(SUPPLIED INFORMATION):
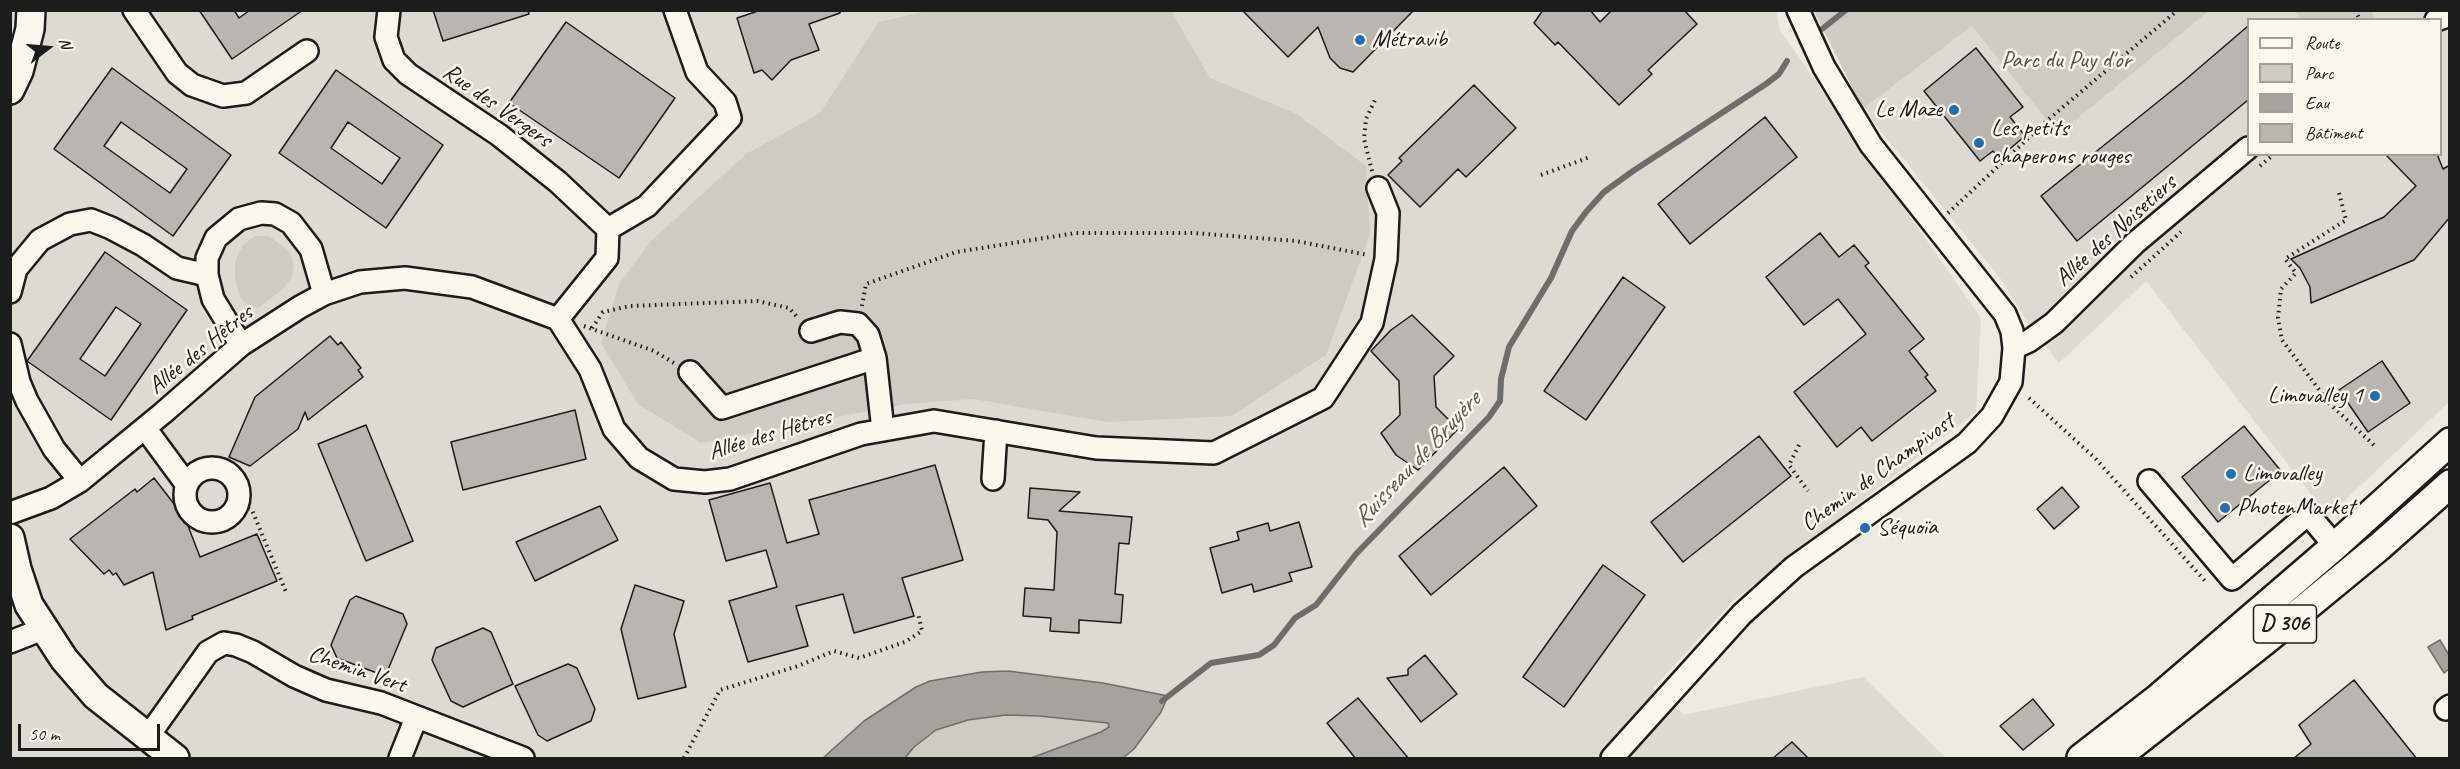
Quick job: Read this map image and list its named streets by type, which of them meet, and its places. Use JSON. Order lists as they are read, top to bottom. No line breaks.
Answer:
{"streets":{"main road":["D 306"],"street":["Rue des Vergers","Allée des Noisetiers","Allée des Hêtres","Chemin de Champivost","Chemin Vert"]},"crossings":[["Allée des Noisetiers","Chemin de Champivost"]],"water":["Ruisseau de Bruyère"],"parks":["Parc du Puy d'or"],"places":["Métravib","Le Maze","Les petits chaperons rouges","Limovalley 1","Limovalley","PhotenMarket","Séquoïa"],"legend":["Route","Parc","Eau","Bâtiment"],"scale_bar":"50 m","north":"right"}
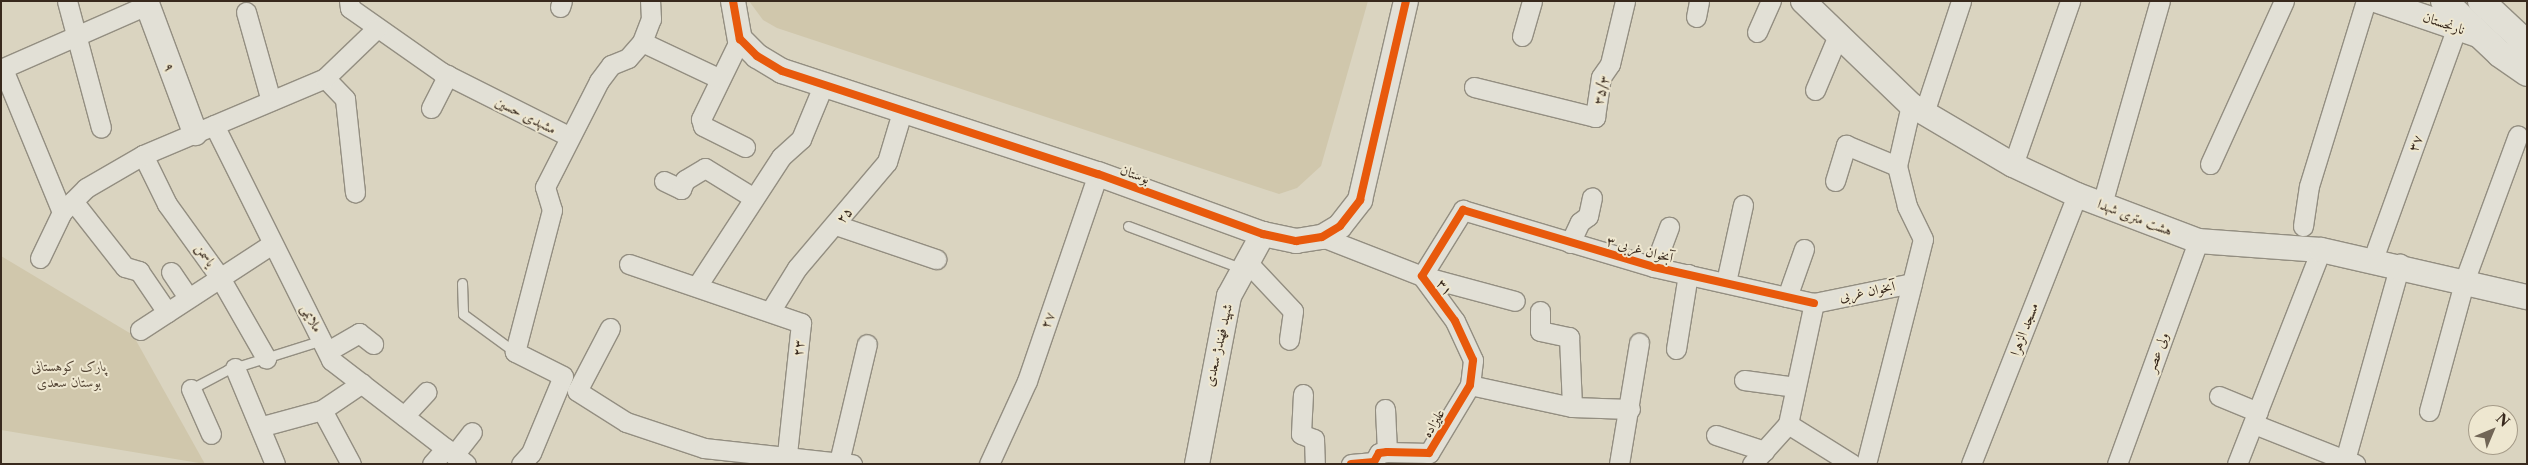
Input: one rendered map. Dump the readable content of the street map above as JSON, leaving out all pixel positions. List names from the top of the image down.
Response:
{
  "streets": {
    "street": [
      "نارنجستان",
      "۹",
      "۳۵/۳",
      "مشهدی حسین",
      "۳۷",
      "بوستان",
      "۲۵",
      "هشت متری شهدا",
      "آبخوان غربی ۳",
      "یاسمن",
      "۳۱",
      "آبخوان غربی",
      "ملایمی",
      "۲۷",
      "مسجد الزهرا",
      "شهید فهندژ سعدی",
      "۲۳",
      "ولی عصر",
      "علیزاده"
    ]
  },
  "crossings": [
    ["نارنجستان", "۳۷"],
    ["۹", "ملایمی"],
    ["۳۷", "هشت متری شهدا"],
    ["بوستان", "۲۵"],
    ["بوستان", "۲۷"],
    ["بوستان", "شهید فهندژ سعدی"],
    ["۲۵", "۲۳"],
    ["هشت متری شهدا", "آبخوان غربی"],
    ["هشت متری شهدا", "مسجد الزهرا"],
    ["هشت متری شهدا", "ولی عصر"],
    ["آبخوان غربی ۳", "۳۱"],
    ["آبخوان غربی ۳", "آبخوان غربی"],
    ["۳۱", "علیزاده"]
  ],
  "parks": ["پارک کوهستانی بوستان سعدی"],
  "north": "top right"
}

(DIRECTIONS): In the answer, return exactly the lines from the line containing "Input: one rendered" to the end of the records above, and no others.

(EXERCISE RESPONSE):
Input: one rendered map. Dump the readable content of the street map above as JSON, leaving out all pixel positions. List names from the top of the image down.
Response:
{
  "streets": {
    "street": [
      "نارنجستان",
      "۹",
      "۳۵/۳",
      "مشهدی حسین",
      "۳۷",
      "بوستان",
      "۲۵",
      "هشت متری شهدا",
      "آبخوان غربی ۳",
      "یاسمن",
      "۳۱",
      "آبخوان غربی",
      "ملایمی",
      "۲۷",
      "مسجد الزهرا",
      "شهید فهندژ سعدی",
      "۲۳",
      "ولی عصر",
      "علیزاده"
    ]
  },
  "crossings": [
    ["نارنجستان", "۳۷"],
    ["۹", "ملایمی"],
    ["۳۷", "هشت متری شهدا"],
    ["بوستان", "۲۵"],
    ["بوستان", "۲۷"],
    ["بوستان", "شهید فهندژ سعدی"],
    ["۲۵", "۲۳"],
    ["هشت متری شهدا", "آبخوان غربی"],
    ["هشت متری شهدا", "مسجد الزهرا"],
    ["هشت متری شهدا", "ولی عصر"],
    ["آبخوان غربی ۳", "۳۱"],
    ["آبخوان غربی ۳", "آبخوان غربی"],
    ["۳۱", "علیزاده"]
  ],
  "parks": ["پارک کوهستانی بوستان سعدی"],
  "north": "top right"
}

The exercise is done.